If you've ever used a testing framework like Selenium or Playwright to write end-to-end tests for a web app, you already have a decent mental model. The harness is like a programmable staging environment that your agent interacts with instead of your QA team. The key difference is that in RL, this environment needs to be robust enough to handle not just the happy path, but thousands of creative, adversarial, and outright bizarre interaction patterns — because an RL agent will explore all of them.

Parametric Knowledge

When we say a model has "learned something," what does that actually mean physically? It means the model's parameters (those billions of numbers mentioned earlier) have been adjusted so that the right patterns are encoded in them. This is the model's true knowledge and understanding — we call this parametric knowledge.

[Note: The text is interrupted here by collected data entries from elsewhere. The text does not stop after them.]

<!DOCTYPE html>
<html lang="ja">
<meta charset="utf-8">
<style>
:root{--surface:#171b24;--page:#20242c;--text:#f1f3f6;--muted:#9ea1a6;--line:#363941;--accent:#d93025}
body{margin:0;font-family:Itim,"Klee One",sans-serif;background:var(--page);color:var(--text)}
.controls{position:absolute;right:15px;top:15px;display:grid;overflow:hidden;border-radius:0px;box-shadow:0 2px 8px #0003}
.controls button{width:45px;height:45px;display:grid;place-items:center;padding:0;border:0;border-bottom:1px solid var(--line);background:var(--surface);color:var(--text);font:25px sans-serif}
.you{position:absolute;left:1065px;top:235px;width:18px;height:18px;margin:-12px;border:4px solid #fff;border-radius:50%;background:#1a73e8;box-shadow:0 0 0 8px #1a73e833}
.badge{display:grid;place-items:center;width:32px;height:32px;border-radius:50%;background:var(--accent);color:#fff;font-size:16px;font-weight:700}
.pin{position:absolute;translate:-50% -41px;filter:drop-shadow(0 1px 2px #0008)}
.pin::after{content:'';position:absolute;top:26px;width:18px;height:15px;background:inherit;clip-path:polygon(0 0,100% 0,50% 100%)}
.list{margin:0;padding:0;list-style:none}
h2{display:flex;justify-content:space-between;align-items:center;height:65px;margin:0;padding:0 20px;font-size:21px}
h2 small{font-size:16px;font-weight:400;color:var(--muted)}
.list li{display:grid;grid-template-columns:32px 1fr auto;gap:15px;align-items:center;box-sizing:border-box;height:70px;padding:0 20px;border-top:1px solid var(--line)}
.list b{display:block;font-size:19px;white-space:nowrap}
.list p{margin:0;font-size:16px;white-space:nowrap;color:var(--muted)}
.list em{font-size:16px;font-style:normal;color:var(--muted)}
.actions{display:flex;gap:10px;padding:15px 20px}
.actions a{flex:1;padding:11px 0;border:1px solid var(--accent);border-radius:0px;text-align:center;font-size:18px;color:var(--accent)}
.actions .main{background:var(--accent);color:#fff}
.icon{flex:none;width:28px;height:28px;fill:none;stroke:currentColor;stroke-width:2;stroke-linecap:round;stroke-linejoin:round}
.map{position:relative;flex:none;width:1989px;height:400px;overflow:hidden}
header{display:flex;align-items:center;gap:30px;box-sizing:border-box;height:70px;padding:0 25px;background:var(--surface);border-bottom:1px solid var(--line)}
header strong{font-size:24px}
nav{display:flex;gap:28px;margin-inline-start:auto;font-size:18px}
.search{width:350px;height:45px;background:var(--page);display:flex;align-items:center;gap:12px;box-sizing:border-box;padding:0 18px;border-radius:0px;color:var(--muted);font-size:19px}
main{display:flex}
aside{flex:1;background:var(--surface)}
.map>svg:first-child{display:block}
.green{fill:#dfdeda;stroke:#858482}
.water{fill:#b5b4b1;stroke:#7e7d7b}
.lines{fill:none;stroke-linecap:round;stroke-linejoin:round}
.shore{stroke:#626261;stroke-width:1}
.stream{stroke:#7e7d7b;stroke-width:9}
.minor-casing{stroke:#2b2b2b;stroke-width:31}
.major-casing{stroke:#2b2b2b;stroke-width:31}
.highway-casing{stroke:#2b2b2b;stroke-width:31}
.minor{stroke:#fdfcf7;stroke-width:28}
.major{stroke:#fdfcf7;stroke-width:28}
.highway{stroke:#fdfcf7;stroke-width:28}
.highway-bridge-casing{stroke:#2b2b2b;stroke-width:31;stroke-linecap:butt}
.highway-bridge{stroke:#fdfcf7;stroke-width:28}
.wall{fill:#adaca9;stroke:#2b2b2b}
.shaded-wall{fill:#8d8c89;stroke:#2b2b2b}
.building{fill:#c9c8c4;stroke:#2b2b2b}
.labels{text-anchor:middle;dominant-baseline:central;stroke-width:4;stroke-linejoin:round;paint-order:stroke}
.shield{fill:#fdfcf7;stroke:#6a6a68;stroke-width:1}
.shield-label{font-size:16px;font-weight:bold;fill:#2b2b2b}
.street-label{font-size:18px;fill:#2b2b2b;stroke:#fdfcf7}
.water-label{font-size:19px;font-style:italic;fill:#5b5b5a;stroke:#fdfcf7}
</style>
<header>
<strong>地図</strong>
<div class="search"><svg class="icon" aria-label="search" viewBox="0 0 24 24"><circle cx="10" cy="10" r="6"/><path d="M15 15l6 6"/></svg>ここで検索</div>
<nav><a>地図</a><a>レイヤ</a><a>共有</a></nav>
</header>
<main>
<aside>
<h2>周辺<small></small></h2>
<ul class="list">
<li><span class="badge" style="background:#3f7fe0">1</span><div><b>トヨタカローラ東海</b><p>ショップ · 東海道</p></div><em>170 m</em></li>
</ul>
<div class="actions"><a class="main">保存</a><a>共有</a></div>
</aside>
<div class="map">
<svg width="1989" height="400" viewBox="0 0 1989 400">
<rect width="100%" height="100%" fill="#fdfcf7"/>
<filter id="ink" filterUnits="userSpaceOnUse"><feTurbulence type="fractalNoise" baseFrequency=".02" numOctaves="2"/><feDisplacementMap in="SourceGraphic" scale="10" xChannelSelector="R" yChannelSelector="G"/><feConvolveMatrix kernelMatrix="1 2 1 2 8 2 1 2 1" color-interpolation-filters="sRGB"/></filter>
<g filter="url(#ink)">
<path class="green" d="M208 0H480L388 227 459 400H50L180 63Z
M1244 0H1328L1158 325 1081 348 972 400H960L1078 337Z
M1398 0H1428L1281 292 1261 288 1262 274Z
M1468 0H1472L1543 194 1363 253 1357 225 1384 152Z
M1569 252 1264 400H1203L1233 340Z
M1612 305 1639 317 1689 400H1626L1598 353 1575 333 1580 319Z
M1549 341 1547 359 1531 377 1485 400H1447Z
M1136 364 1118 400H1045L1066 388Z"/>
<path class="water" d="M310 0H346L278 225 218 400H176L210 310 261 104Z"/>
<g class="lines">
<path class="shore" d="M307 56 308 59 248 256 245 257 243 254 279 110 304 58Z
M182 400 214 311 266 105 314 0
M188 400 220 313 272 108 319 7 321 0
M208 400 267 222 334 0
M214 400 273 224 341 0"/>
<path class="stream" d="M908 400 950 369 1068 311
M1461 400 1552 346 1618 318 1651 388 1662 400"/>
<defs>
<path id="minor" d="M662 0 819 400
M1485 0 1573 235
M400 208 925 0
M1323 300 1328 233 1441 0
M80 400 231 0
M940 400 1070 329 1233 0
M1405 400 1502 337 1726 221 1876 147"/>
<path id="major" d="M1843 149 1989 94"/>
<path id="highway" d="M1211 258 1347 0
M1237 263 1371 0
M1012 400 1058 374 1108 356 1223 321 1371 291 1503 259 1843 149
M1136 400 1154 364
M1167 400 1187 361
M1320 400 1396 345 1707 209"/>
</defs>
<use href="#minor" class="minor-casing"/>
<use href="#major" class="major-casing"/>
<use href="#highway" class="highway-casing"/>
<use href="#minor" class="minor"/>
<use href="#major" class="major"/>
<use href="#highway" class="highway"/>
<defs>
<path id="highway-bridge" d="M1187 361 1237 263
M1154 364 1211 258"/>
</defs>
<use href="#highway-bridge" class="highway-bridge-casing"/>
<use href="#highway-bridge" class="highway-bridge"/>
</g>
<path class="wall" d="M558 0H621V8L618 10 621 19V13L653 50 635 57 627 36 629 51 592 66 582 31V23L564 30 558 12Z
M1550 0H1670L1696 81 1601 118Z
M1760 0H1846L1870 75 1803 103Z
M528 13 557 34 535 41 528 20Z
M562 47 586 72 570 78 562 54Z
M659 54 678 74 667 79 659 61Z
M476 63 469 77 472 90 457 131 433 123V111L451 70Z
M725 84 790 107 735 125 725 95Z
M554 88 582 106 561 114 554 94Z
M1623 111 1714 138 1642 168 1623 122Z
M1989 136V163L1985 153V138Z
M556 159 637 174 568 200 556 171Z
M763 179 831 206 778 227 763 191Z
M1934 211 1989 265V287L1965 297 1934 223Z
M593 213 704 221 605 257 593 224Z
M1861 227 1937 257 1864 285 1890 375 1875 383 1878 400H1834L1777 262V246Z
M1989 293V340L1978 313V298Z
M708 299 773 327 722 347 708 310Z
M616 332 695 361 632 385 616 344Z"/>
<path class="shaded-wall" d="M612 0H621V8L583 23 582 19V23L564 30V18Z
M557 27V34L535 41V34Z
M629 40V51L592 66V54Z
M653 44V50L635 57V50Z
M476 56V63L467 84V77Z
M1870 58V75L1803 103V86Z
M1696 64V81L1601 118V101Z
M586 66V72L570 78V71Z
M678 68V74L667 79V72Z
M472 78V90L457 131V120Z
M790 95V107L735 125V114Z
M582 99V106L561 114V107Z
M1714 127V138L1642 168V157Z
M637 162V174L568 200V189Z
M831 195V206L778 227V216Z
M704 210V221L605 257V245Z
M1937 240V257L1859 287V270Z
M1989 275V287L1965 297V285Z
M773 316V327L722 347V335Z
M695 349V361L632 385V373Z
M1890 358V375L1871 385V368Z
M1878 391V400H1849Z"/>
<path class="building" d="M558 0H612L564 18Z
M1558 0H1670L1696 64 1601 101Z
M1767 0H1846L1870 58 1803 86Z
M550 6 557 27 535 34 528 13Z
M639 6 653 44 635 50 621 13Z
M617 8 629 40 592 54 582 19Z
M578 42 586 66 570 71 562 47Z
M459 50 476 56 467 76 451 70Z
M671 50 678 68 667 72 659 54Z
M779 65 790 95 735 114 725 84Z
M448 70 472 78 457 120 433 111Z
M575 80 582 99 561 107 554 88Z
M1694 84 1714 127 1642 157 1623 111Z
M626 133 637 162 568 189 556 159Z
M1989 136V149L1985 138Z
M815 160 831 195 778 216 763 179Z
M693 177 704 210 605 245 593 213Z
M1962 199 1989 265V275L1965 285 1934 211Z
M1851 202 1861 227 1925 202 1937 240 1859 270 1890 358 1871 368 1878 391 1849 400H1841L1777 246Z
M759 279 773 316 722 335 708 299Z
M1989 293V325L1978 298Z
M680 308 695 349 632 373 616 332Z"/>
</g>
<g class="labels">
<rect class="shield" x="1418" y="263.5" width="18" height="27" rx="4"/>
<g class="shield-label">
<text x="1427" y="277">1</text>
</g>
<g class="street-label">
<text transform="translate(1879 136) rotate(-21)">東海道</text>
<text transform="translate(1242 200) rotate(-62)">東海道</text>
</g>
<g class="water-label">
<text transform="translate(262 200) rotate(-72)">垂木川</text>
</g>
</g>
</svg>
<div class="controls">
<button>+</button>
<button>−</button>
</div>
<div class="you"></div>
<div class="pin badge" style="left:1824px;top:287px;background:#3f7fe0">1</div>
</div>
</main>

The goal of RL training is to get the model to acquire generalizable parametric knowledge — genuine understanding of how to solve the task that holds up even in new situations. We don't want the model to just memorize a specific sequence of clicks that happened to work one time. We want it to understand the underlying task deeply enough to generalize. When the environment is broken, the model can't build this real understanding. Instead, it overfits to the harness's specific flaws, learning brittle surface-level tricks to cope with the broken environment. This is a form of parametric knowledge, but it's useless — it won't transfer to the real task.

Trajectory

A trajectory is a single complete episode of an agent interacting with the environment — the full sequence of states, actions, and rewards from start to finish. Think of it like a recorded session or a log of everything the agent did during one attempt at the task. When researchers "review trajectories," they're watching replays of the agent's behavior to diagnose what went right or wrong.

Gradient Noise

Variance in policy updates. Even when your harness is solid, gradients are estimated from a small set of samples. Limited sampling makes updates high variance by default, which is normal in RL. Some update noise is unavoidable before any harness bugs enter the picture.

Environment Noise

Stochastic rewards and random transitions. Real environments often have some randomness baked in. A robot's sensor readings are slightly noisy; a user's behavior isn't perfectly predictable from prod post-training data. In most post-training teams across major labs, people spend substantial time making sure the setup and pipelines can handle this kind of natural stochasticity.

I had Claude generate this glossary but I reviewed it myself by hand to be sure I stand by the outputs lol. Hope it helps.